Here is a simpler example of a similar issue: `X - X` is not
equivalent `0`, in that `0` cannot be replaced with `X - X`, even
though `X - X` can be folded to `0`.

Sanjoy Das wrote:
> Here is a simpler example of a similar issue: `X - X` is not
> equivalent `0`, in that `0` cannot be replaced with `X - X`, even
> though `X - X` can be folded to `0`.

I forgot to state that `X` above is some unknown value which can
potentially be `undef`. A full example would be:

define i32 @f_0(i32 %x) {
ret i32 0
}
define i32 @f_1(i32 %x) {
%v = sub i32 %x, %x
ret i32 %v
}

`@f_1` can be optimized to `@f_0` but not vice versa, unless you
somehow know that `%x` cannot be `undef`.

Another example of unsound transformation on Boolean algebra.

According to the LLVM documentation (http://llvm.org/docs/LangRef.html#undefined-values) it is unsafe to consider ’ a & undef = undef ’ and ’ a | undef = undef ’ but ‘undef xor undef = undef’ is safe.

Now, given an expression ((a & (~b)) | ((~a) & b)) where a and b are undef expressions, the value must be specialized to some constant (e.g. 0).

But, if the expression is transformed to $a xor b$ then it may return ‘undef’.

As a result, the transformation ’ ((a & (~b)) |((~a) & b)) ~> xor a b ’ is unsound. LLVM presently performs this transformation.

Another example of unsound transformation on Boolean algebra.

According to the LLVM documentation
(http://llvm.org/docs/LangRef.html#undefined-values) it is unsafe to
consider ' a & undef = undef ' and ' a | undef = undef ' but 'undef xor
undef = undef' is safe.

Now, given an expression ((a & (~b)) | ((~a) & b)) where a and b are undef
expressions, the value must be specialized to some constant (e.g. 0).

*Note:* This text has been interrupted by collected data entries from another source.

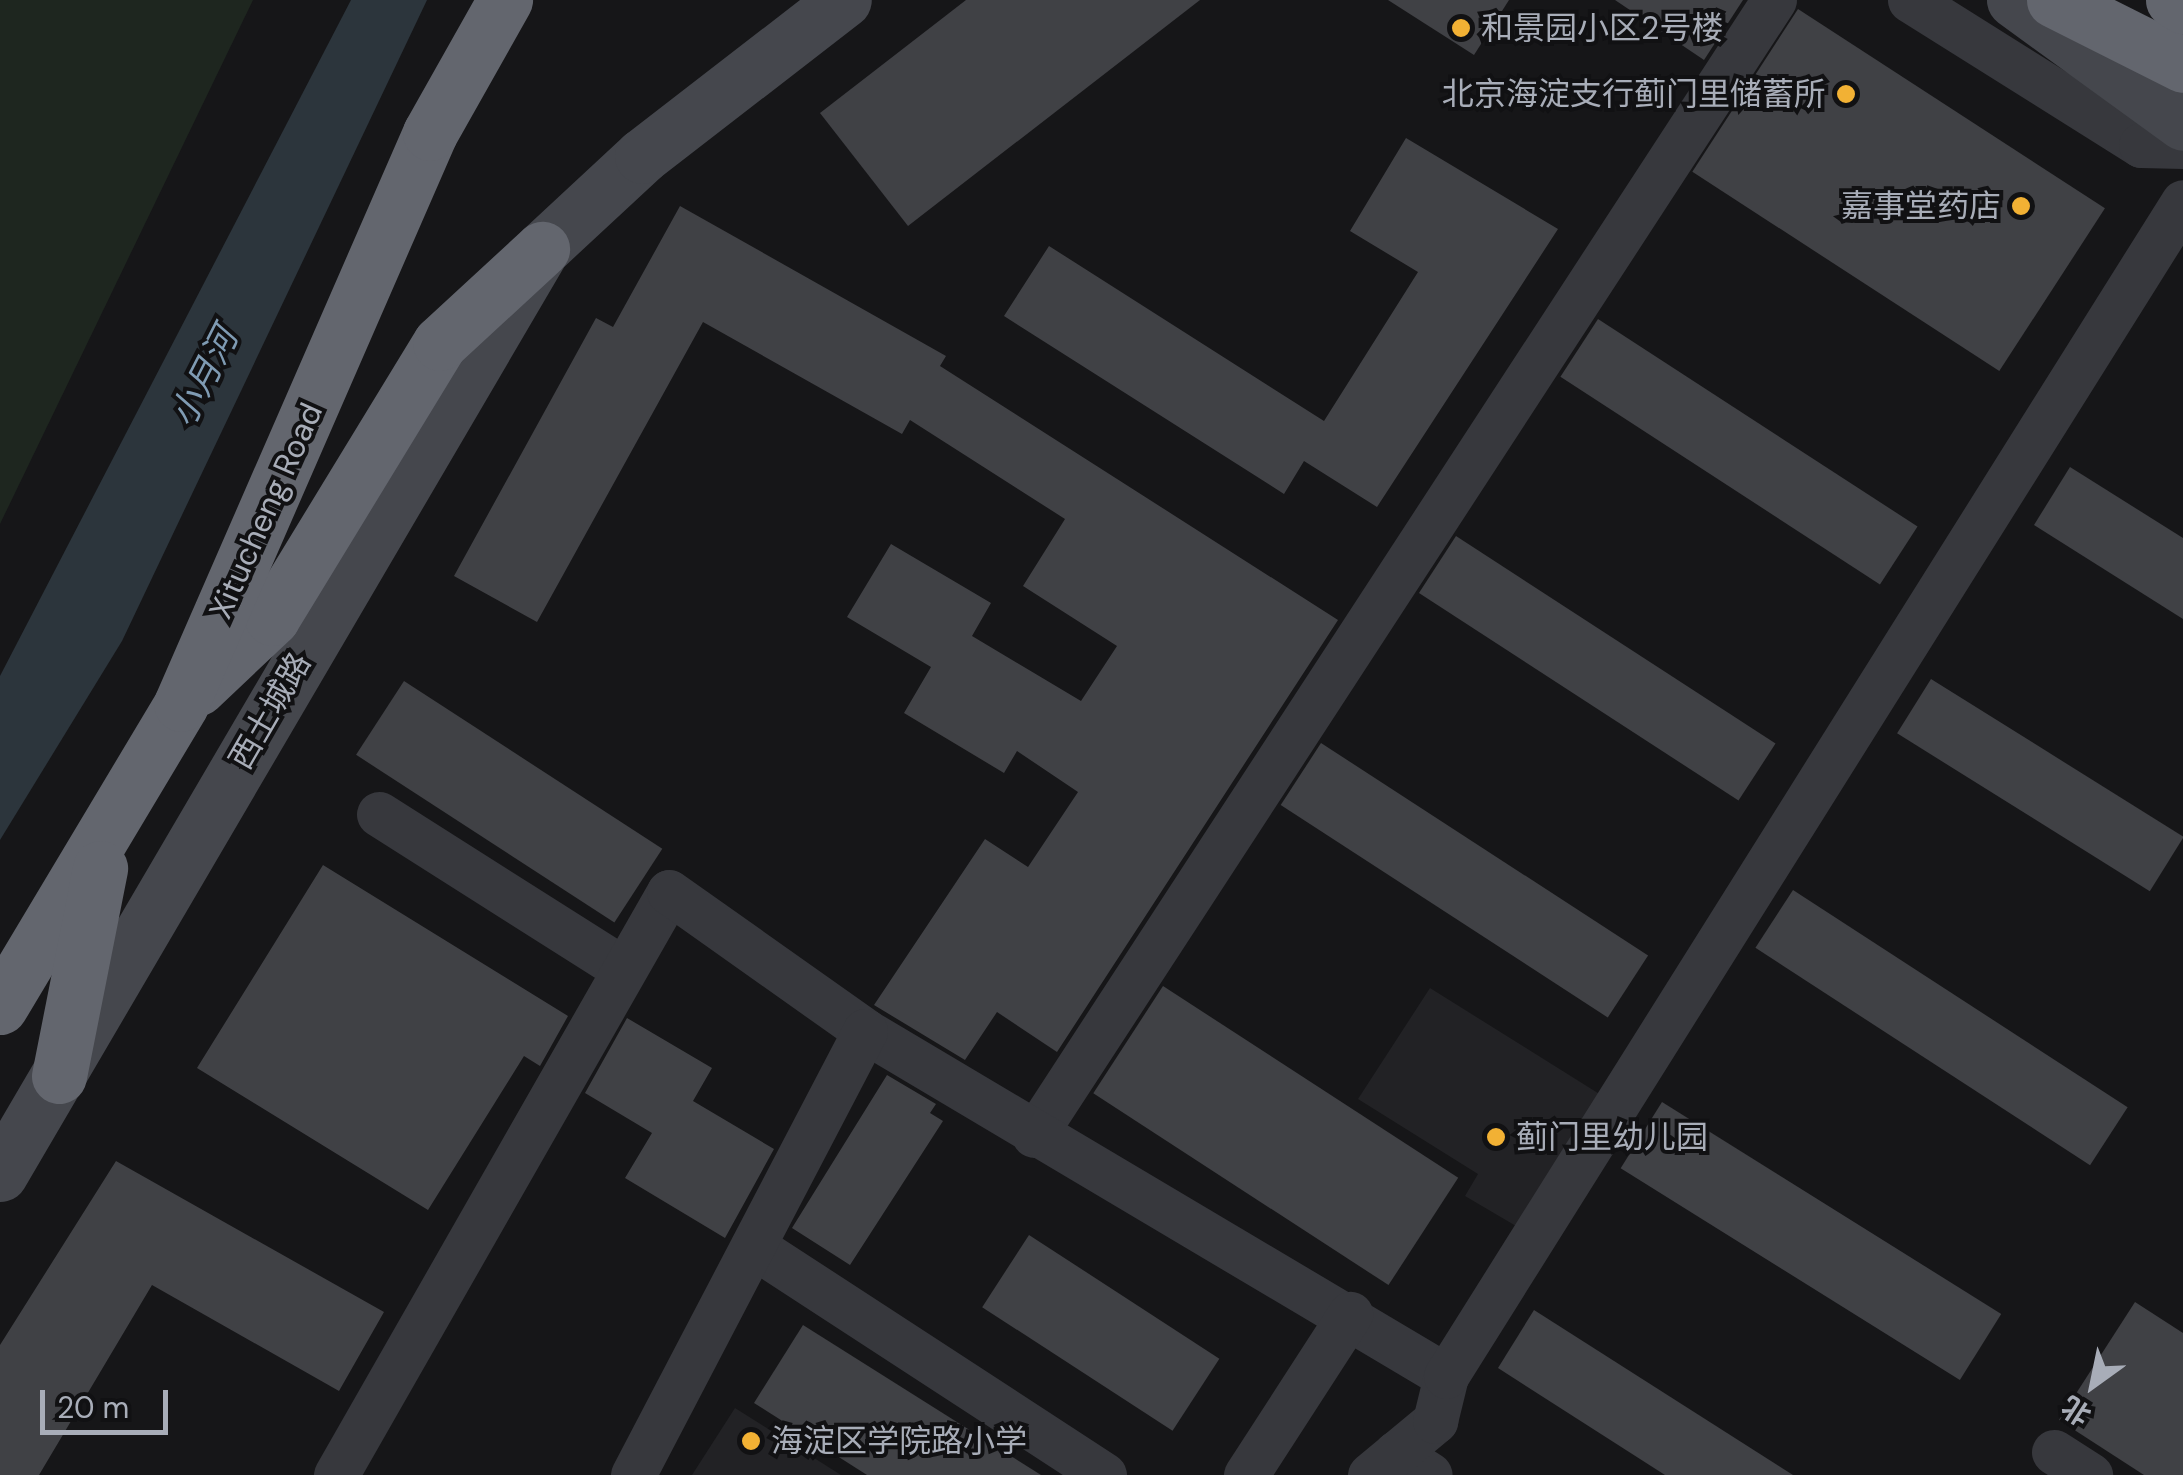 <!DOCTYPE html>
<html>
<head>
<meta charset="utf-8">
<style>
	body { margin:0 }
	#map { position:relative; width:2183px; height:1475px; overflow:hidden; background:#161618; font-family:"DM Sans","Noto Sans SC",sans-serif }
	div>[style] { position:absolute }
	.built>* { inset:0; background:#222225 }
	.green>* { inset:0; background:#1e261f }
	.water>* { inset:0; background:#2c353c }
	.building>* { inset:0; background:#404145; transform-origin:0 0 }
	.street>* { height:45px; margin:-22.5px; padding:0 22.5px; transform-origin:22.5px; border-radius:22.5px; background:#37383d }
	.secondary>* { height:55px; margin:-27.5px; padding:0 27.5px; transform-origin:27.5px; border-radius:27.5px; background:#45474d }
	.highway>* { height:55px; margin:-27.5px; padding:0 27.5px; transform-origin:27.5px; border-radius:27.5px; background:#63666e }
	.dots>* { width:28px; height:28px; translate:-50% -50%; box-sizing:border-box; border:5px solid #111113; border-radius:50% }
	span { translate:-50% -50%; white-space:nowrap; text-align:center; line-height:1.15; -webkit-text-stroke:8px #111113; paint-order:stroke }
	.poi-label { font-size:32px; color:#a8adb8 }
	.left { translate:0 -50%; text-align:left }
	.right { translate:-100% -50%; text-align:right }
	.street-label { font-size:32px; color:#a8adb8 }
	.water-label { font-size:35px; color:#7f9bb3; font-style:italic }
	.north { position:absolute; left:2043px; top:1335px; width:100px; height:100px; -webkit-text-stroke:8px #111113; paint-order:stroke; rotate:213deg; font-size:28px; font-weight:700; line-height:40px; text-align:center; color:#a8adb8 }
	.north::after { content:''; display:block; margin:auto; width:35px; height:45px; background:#a8adb8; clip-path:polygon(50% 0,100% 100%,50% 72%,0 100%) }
	.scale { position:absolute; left:40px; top:1390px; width:128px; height:45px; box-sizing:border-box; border:5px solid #a8adb8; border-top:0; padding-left:12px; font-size:30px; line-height:35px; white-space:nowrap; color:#a8adb8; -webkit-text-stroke:8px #111113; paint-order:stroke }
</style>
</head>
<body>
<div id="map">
	<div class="built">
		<i style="clip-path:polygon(1430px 988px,1601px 1095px,1516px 1226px,1465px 1196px,1478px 1174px,1358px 1099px)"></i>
		<i style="clip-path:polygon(735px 1408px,841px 1475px,692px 1475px)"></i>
	</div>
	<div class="green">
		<i style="clip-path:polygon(0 0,253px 0,0 524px)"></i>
	</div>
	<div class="water">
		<i style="clip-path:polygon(351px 0,427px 0,122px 641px,0 840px,0 676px)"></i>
	</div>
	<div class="building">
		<i style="clip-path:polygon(966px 0,1200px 0,908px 226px,820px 113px)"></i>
		<i style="clip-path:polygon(1388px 0,1509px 0,1474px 55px)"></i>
		<i style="clip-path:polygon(1615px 0,1743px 0,1704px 60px)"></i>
		<i style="left:1798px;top:9px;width:366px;height:194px;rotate:33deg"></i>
		<i style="clip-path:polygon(1406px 138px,1558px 229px,1377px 507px,1304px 461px,1284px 494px,1004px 316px,1049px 246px,1324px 421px,1418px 272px,1350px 231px)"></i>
		<i style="clip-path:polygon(680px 206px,946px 356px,940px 366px,1338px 620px,1057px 1052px,997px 1012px,965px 1060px,874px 1005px,985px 839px,1028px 867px,1078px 792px,1017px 751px,1004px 773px,904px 713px,931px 667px,847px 617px,891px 544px,991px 603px,972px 636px,1081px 701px,1117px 646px,1023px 586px,1065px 519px,910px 420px,902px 434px,703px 322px,537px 622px,454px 576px,596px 318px,613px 327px)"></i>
		<i style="left:1598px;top:319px;width:381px;height:69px;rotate:33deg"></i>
		<i style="clip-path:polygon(2070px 467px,2183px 538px,2183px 619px,2034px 525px)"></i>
		<i style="left:1456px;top:536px;width:381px;height:68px;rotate:33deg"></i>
		<i style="left:1931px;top:679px;width:298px;height:64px;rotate:32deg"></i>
		<i style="left:404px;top:681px;width:308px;height:88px;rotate:33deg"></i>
		<i style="left:1321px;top:743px;width:390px;height:74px;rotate:33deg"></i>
		<i style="clip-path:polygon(323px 865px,568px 1016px,540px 1066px,524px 1056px,428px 1210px,197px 1068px)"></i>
		<i style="left:1793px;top:890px;width:399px;height:69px;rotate:33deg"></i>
		<i style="left:1163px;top:986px;width:352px;height:128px;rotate:33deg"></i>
		<i style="clip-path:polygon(627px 1018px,712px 1068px,693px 1101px,774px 1149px,725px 1238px,625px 1178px,652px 1133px,585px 1093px)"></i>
		<i style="clip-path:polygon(887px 1075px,936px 1104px,930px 1113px,943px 1121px,850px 1265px,792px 1228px)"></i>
		<i style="left:1662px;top:1102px;width:400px;height:78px;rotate:32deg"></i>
		<i style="clip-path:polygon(116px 1161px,384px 1312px,339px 1391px,152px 1285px,39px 1475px,0 1475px,0 1345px)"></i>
		<i style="left:1029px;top:1235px;width:227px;height:86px;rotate:33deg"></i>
		<i style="clip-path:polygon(2135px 1302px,2183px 1333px,2183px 1475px,2144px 1475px,2059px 1420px)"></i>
		<i style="clip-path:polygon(1534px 1310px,1793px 1475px,1665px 1475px,1498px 1368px)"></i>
		<i style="clip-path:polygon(803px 1325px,1041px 1475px,867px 1475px,754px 1403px)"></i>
	</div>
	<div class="street">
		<i style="left:1910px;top:0;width:273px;rotate:32.1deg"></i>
		<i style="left:2141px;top:145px;width:42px;rotate:1.4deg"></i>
		<i style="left:379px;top:814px;width:289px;rotate:32.4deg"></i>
		<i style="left:1034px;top:1135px;width:1355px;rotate:-56.9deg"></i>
		<i style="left:753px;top:1246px;width:419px;rotate:33.1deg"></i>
		<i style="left:2054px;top:1452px;width:43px;rotate:32.6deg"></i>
		<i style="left:1396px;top:1453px;width:40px;rotate:32.9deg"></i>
		<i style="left:336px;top:1475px;width:671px;rotate:-60.27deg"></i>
		<i style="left:669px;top:892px;width:240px;rotate:35.3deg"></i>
		<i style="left:865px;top:1031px;width:676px;rotate:30.7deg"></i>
		<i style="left:633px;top:1475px;width:501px;rotate:-62.41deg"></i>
		<i style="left:1246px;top:1475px;width:192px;rotate:-57.1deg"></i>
		<i style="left:1370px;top:1475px;width:85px;rotate:-39.7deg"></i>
		<i style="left:1435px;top:1421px;width:46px;rotate:-76.3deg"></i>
		<i style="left:1446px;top:1376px;width:1386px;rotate:-57.88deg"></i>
	</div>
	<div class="secondary">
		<i style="left:2014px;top:0;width:209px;rotate:36deg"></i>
		<i style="left:0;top:1174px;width:1072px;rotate:-59.63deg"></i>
		<i style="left:542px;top:249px;width:137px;rotate:-42.9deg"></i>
		<i style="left:642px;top:156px;width:255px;rotate:-37.7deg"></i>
	</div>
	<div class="highway">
		<i style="left:2054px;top:0;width:144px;rotate:26.7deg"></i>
		<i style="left:2173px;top:0;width:12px;rotate:31deg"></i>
		<i style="left:198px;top:688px;width:102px;rotate:-43.4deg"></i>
		<i style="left:272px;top:618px;width:322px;rotate:-58.6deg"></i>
		<i style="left:440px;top:343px;width:139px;rotate:-42.7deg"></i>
		<i style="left:0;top:1007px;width:353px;rotate:-59.1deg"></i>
		<i style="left:181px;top:704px;width:623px;rotate:-66.44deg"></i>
		<i style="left:430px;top:133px;width:153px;rotate:-60.6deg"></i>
		<i style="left:59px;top:1076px;width:212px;rotate:-78.8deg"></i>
	</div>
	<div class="dots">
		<i style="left:1461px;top:28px;background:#f2b134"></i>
		<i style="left:1846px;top:94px;background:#f2b134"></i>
		<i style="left:2021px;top:206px;background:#f2b134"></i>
		<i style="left:1496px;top:1137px;background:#f2b134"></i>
		<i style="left:751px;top:1441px;background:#f2b134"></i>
	</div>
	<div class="poi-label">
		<span class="left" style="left:1481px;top:28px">和景园小区2号楼</span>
		<span class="right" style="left:1826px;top:94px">北京海淀支行蓟门里储蓄所</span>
		<span class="right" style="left:2001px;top:206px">嘉事堂药店</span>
		<span class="left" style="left:1516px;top:1137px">蓟门里幼儿园</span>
		<span class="left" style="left:771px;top:1441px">海淀区学院路小学</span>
	</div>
	<div class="street-label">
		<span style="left:266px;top:511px;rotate:-66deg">Xitucheng Road</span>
		<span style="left:270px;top:711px;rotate:-60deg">西土城路</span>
	</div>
	<div class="water-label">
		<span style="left:204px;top:377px;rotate:-63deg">小月河</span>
	</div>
	<div class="north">北</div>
	<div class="scale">20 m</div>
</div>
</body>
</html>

But, if the expression is transformed to $a xor b$ then it may return
'undef'.

As a result, the transformation ' ((a & (~b)) |((~a) & b)) ~> xor a b '
is unsound. LLVM presently performs this transformation.

Soham Chakraborty wrote:
> As a result, the transformation ' ((a& (~b)) |((~a)& b)) ~> xor a b '
> is unsound. LLVM presently performs this transformation.

This transform looks fine to me.

For simplicity let's look at an `i1` expression. Since these are
bitwise ops we can extend the reasoning below to iN.

Transform: ((A & (~B)) | ((~A) & B)) ~> A ^ B

Neither A nor B are undef:
Transform is correct by normal boolean algebra

Both A and B are undef:
LHS = (undef & undef) | (undef & undef) = undef // Since ~undef = undef
RHS = undef
Thus transform is correct.

A is undef but B is not undef:
LHS = ((undef & (~B)) | (undef & B)) // Since ~undef = undef

Now, by choosing 0 for undef in LHS, we can make LHS be equal to 0,
and by choosing 1 for undef in LHS, we can make LHS be equal to 1.
Therefore

LHS = undef
RHS = undef ^ B = undef

Thus the transform is correct.

A is not undef but B is undef:
Similar reasoning follows.

Both A and B are undef:
LHS = (undef & undef) | (undef & undef) = undef // Since ~undef = undef
RHS = undef
Thus transform is correct.

LLVM documentation () suggests that

it is unsafe to consider (a & undef = undef) and (a | undef = undef).

“As such, it is unsafe to optimize or assume that the result of the ‘and‘ is ‘undef‘. However, it is safe to assume that all bits of the ‘undef‘ could be 0, and optimize the ‘and‘ to 0. Likewise, it is safe to assume that all the bits of the ‘undef‘ operand to the ‘or‘ could be set, allowing the ‘or‘ to be folded to -1.”

As a result,

LHS = (undef & undef) | (undef & undef) = c_1 | c_2 where c_1 and c_2 are constants and as a result,

And finally, LHS = c where c is a constant; not undef.

Yes, but the documentation specifies correctly "a & undef”, which does not have the same properties as “undef & undef”.
While “a & undef” (for an arbitrary a) can’t be folded to undef, “undef & undef” can be folded to undef.

I get your point. I agree the transformation is correct.

As I understand, Instead of evaluating/folding (a & undef) and (~a & undef) individually, LLVM creates a^undef directly and then it is safe to evaluate a^undef to undef.